Statistics: the why behind the what [post 41/100]

It’s all about the numbers, right? This is how we are supposed to make decisions or justify them, how we evaluate our success, how we understand the world around us. Everywhere you look these days, there’s sexy new infographics showing, e.g., which percentage of us are jealous of our parents’ lifestyles, or prefer 70s retro to 80s retro, or open marketing emails from fashion brands we’ve never heard of. Big Data remains the Big Thing we’re all meant to have, or want, or worship.

I have a deep and healthy respect for science, and so I am a fan of evidence-based decision making. But there’s a problem with the way we’re doing it these days – we don’t necessarily know what the evidence means, but we’re making decisions based on it anyway.

Last week at MIPTV, there was (as usual) a lot of talk about people’s short attention spans. Bert Baker said, ‘People get bored in 2.5 minutes unless something crazy happens.’ And Rene Rechtman of Maker Studios claimed that ‘87% of Netflix viewing sessions are under 10 minutes.’

87%.

Even if that’s true, of which I am not entirely convinced, what does it mean? Some people seem to be citing these numbers as support for more and more shorter-form (and usually digital-first) content. But what about the other statistics – Peter Jackson’s Tolkien trilogies have been among the biggest box office successes in history and the shortest of them clocked in at 144 minutes (the longest was over 200). I’ve seen them all and I’m pretty sure that well over 2.5 minutes went by without something crazy happening, a fair few times.
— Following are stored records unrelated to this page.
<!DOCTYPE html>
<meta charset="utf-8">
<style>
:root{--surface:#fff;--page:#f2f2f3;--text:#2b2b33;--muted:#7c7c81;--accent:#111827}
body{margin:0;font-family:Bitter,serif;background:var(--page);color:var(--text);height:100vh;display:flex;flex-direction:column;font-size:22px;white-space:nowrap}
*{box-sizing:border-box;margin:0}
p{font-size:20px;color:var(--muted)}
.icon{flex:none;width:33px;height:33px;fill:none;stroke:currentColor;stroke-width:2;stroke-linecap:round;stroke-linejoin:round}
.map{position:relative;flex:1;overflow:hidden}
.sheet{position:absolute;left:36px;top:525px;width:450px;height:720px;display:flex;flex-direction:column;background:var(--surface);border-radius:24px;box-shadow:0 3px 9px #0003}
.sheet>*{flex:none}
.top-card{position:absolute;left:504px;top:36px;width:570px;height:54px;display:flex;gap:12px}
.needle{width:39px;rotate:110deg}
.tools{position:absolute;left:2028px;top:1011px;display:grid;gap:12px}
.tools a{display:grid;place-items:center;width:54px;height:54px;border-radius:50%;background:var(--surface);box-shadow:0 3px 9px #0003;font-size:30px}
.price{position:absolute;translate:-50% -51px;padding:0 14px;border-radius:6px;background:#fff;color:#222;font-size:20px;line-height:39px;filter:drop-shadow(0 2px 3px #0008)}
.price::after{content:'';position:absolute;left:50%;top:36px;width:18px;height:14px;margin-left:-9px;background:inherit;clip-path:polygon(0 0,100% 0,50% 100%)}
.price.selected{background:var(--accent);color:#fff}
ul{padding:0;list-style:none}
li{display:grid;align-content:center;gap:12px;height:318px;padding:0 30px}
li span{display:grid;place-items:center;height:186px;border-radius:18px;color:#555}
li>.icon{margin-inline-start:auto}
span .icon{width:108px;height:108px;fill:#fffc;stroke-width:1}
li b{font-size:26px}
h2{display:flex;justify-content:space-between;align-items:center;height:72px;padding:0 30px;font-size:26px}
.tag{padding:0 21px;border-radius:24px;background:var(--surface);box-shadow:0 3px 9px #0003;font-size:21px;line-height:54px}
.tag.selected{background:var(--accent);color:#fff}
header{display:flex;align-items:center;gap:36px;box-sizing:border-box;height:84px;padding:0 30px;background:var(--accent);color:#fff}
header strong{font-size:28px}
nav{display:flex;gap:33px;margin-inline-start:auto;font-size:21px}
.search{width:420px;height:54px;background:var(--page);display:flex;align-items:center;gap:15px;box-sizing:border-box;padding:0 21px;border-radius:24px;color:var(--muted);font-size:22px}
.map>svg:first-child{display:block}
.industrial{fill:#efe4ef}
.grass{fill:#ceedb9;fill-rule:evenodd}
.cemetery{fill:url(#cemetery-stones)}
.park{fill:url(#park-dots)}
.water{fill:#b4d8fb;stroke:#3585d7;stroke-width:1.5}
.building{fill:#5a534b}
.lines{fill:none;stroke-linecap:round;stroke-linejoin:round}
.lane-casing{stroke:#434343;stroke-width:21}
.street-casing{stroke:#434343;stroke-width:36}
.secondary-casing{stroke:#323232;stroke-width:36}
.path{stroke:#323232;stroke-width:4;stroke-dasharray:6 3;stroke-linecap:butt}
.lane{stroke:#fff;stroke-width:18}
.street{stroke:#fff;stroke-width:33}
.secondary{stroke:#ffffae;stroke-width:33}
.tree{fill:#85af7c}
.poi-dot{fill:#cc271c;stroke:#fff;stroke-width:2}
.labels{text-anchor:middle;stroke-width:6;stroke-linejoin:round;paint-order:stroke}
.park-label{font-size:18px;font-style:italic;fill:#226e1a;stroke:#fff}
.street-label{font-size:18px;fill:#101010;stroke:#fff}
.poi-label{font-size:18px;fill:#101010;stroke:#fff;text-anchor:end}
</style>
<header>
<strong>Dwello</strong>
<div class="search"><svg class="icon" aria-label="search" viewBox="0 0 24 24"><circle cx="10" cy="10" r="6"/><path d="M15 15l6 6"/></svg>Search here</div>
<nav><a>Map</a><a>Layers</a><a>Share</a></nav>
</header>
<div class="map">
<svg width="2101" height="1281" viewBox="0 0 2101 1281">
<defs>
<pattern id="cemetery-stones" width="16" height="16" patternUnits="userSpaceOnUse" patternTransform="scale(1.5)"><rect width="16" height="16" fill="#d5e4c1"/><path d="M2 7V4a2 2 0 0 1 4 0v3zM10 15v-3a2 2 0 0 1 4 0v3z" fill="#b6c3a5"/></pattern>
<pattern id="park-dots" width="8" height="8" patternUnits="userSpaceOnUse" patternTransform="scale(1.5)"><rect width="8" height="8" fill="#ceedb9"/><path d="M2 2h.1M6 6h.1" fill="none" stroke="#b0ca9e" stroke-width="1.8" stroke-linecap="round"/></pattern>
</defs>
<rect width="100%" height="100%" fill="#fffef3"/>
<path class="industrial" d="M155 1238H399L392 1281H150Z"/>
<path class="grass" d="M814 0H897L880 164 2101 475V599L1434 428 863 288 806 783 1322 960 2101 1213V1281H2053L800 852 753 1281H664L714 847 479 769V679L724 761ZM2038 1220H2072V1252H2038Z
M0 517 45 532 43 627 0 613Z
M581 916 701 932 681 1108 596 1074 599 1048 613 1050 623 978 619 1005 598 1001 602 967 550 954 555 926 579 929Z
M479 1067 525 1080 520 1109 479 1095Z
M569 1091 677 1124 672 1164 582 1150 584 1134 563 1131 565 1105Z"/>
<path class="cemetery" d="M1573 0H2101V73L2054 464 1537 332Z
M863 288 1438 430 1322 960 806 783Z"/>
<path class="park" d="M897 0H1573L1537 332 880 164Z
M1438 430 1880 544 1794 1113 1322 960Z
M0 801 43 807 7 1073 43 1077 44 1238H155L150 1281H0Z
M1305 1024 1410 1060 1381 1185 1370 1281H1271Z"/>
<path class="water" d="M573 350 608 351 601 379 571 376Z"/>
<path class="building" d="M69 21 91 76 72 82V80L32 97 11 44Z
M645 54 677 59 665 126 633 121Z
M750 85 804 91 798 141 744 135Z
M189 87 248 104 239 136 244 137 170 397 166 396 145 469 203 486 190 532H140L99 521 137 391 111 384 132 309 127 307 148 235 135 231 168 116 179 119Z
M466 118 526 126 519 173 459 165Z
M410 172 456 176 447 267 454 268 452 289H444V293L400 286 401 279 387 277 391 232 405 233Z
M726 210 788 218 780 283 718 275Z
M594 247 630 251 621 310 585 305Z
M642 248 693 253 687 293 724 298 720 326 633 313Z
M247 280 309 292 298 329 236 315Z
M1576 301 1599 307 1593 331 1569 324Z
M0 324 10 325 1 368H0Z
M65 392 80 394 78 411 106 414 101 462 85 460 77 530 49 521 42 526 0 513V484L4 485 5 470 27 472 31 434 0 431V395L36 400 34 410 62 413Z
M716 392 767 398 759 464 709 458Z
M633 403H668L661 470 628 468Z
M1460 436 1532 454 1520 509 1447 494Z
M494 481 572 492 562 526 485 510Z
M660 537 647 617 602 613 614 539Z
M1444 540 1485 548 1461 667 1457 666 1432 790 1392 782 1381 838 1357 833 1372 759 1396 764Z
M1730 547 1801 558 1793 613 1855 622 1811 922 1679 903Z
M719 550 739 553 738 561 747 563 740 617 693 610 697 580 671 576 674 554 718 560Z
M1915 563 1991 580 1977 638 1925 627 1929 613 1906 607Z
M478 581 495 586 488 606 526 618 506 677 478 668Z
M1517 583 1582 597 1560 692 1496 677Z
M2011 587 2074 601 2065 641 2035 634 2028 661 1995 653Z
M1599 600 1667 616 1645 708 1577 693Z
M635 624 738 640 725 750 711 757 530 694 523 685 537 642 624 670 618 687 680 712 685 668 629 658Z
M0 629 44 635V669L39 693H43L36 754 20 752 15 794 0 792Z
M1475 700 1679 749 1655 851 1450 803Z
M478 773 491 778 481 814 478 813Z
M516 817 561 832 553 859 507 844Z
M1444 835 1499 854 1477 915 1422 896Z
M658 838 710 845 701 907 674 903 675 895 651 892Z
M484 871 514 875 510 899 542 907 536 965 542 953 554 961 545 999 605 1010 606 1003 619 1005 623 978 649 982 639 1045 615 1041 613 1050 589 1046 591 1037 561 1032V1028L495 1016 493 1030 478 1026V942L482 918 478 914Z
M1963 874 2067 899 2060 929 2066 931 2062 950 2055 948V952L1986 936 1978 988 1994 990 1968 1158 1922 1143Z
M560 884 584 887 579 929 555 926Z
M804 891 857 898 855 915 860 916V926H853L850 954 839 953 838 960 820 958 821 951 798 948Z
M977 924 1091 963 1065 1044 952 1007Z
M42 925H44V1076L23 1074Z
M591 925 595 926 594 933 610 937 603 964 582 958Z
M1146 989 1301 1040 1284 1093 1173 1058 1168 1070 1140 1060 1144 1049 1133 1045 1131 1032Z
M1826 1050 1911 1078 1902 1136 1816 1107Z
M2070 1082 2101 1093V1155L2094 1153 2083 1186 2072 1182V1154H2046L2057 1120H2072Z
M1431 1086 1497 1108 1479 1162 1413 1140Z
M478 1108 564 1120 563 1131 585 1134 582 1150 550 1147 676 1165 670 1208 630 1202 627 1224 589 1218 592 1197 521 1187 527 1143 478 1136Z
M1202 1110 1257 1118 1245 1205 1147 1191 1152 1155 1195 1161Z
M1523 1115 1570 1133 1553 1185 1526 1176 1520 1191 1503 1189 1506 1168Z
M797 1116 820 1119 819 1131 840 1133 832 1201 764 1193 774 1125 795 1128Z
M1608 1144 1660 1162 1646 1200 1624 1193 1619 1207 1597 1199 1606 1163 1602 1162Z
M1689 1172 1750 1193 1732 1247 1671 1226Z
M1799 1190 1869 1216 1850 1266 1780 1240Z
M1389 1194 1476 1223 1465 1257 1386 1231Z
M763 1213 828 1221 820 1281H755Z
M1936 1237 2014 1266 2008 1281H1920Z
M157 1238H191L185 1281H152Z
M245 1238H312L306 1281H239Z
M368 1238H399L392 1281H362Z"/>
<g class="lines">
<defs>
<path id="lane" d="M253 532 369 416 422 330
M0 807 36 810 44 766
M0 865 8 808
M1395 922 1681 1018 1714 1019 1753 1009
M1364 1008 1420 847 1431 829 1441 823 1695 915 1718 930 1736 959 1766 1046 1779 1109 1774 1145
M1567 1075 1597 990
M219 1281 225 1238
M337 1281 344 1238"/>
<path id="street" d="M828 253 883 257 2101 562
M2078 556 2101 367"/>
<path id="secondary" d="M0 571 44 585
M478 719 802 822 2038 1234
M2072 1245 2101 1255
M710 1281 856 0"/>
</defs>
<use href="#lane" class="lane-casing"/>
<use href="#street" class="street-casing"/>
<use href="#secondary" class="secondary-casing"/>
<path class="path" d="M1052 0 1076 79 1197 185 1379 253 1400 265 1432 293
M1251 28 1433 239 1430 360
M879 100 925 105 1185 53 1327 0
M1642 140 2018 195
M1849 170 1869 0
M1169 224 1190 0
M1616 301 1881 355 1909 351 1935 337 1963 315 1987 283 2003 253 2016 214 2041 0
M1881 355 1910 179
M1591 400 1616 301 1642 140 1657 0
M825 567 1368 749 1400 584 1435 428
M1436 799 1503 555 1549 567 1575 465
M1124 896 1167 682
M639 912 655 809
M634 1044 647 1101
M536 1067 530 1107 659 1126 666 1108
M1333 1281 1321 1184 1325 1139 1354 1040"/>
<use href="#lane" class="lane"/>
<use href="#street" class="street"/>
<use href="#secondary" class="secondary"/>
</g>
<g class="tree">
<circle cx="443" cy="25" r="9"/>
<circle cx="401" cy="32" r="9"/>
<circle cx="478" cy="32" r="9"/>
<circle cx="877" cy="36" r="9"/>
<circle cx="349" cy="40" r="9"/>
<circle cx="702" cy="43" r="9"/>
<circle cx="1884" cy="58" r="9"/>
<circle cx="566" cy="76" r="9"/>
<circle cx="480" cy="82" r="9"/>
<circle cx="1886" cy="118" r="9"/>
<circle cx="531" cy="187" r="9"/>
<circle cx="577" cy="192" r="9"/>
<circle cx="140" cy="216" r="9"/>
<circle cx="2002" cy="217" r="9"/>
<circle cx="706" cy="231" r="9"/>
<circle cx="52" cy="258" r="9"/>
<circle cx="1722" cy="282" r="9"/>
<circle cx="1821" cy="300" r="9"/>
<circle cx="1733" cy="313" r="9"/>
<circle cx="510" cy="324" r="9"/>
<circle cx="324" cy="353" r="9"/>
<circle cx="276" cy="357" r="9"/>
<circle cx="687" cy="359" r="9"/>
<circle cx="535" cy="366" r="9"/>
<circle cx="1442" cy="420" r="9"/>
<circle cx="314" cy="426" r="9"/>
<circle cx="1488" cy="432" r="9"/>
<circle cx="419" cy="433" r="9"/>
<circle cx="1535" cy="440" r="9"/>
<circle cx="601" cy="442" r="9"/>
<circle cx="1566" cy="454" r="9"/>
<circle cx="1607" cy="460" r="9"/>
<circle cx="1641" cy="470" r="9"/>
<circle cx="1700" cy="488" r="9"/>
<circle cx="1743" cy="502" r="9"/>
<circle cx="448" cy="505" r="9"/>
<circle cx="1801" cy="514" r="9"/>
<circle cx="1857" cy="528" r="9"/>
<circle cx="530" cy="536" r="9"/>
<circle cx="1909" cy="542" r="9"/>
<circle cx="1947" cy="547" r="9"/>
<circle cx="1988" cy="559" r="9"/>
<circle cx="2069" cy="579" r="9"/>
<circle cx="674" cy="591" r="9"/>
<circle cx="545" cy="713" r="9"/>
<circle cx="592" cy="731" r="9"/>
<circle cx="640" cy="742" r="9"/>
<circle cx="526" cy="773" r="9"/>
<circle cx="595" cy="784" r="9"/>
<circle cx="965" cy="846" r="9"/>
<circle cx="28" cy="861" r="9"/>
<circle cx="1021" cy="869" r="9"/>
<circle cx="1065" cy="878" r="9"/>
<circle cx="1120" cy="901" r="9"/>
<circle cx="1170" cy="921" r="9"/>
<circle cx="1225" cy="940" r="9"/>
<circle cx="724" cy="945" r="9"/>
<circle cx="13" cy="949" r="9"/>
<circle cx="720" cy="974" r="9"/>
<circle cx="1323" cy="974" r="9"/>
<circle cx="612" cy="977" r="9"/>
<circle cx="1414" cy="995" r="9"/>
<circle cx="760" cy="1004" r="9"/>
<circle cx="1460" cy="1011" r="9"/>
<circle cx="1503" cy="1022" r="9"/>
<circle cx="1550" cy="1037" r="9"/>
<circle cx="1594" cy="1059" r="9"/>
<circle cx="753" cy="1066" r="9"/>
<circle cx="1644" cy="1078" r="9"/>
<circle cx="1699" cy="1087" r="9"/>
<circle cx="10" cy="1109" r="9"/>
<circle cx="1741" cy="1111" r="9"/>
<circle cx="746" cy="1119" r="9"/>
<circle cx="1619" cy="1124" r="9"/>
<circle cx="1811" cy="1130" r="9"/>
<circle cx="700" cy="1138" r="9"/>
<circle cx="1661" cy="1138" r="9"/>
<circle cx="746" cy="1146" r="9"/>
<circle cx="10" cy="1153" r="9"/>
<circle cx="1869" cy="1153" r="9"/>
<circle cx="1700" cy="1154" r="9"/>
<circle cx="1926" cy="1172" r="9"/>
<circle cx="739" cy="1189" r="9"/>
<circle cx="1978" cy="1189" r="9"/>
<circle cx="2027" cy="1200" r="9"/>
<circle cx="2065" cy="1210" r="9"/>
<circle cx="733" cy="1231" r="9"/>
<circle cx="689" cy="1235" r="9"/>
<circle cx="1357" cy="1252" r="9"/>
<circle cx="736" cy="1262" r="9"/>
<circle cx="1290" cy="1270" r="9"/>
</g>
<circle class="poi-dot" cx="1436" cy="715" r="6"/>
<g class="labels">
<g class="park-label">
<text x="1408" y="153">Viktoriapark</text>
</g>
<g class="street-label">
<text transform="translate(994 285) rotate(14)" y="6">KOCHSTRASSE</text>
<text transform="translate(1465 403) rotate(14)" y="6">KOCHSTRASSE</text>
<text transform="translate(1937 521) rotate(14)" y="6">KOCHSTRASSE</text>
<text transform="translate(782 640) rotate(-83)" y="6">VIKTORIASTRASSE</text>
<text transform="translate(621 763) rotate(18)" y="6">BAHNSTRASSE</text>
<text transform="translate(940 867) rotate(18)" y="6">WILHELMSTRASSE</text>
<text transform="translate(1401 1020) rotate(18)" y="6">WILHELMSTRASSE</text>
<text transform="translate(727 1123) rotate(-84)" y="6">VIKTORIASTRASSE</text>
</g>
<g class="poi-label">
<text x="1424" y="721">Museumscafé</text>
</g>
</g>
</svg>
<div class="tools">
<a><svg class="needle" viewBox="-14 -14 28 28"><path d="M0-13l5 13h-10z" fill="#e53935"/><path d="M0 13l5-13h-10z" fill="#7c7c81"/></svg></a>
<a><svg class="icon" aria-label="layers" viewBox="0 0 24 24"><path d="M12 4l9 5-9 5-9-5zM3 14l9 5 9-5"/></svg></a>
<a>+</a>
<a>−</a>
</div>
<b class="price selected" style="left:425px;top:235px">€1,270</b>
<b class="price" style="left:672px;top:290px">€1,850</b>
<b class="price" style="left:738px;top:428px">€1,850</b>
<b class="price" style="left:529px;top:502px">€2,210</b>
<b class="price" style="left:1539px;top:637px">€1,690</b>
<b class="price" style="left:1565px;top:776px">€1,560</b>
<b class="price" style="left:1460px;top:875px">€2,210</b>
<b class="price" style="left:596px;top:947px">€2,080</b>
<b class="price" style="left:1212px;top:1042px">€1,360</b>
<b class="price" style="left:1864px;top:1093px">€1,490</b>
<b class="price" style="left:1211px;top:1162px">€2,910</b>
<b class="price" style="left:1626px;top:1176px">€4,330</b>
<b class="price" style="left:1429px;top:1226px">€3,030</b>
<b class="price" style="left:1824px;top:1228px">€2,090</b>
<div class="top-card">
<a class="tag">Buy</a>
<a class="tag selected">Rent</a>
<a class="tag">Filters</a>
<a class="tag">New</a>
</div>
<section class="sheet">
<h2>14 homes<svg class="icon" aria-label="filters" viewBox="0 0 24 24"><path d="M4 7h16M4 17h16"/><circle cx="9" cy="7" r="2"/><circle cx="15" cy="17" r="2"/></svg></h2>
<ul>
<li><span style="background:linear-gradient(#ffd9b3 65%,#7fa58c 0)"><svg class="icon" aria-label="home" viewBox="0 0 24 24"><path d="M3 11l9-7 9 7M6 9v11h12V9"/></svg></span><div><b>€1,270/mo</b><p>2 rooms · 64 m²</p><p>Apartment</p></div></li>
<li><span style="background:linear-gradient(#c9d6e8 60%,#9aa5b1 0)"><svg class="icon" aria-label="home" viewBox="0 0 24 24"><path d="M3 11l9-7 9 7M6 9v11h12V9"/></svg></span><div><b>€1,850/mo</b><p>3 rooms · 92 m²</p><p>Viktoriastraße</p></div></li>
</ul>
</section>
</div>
And what about all the binge watching on Netflix? As of the end of 2013, over 60% of its users were watching 2-6 episodes of a programme in a single sitting.

What I’m getting at – not for the first time – is that knowing what happened is not particularly useful unless you know why it happened. For example, what if (as we posited during the closing panel) those 87% of sessions on Netflix are simply reflecting that platform’s version of channel surfing? When you channel-surf, do you watch every channel for 10 minutes or more? Of course not. And in the first round of examples, maybe people aren’t really opening those marketing emails, it’s just that their email clients default to preview mode and download the graphics.

If you don’t know why people are doing a thing, you don’t know how best to respond. Any academic will tell you that if you’ve got enough data, you can find statistics to support pretty much any hypothesis you care to concoct – but that doesn’t mean you’ll be right, or that the action you take based on that hypothesis will have the desired outcome.

Getting to the why shows us not only what’s happened but what we can do about it. And understanding the why usually requires observing the people engaging in the behaviour. I’m not saying this can’t be done in a statistically relevant way – I’m simply suggesting that a single number only shows one facet of behaviour, and one facet can be as misleading as it is fascinating.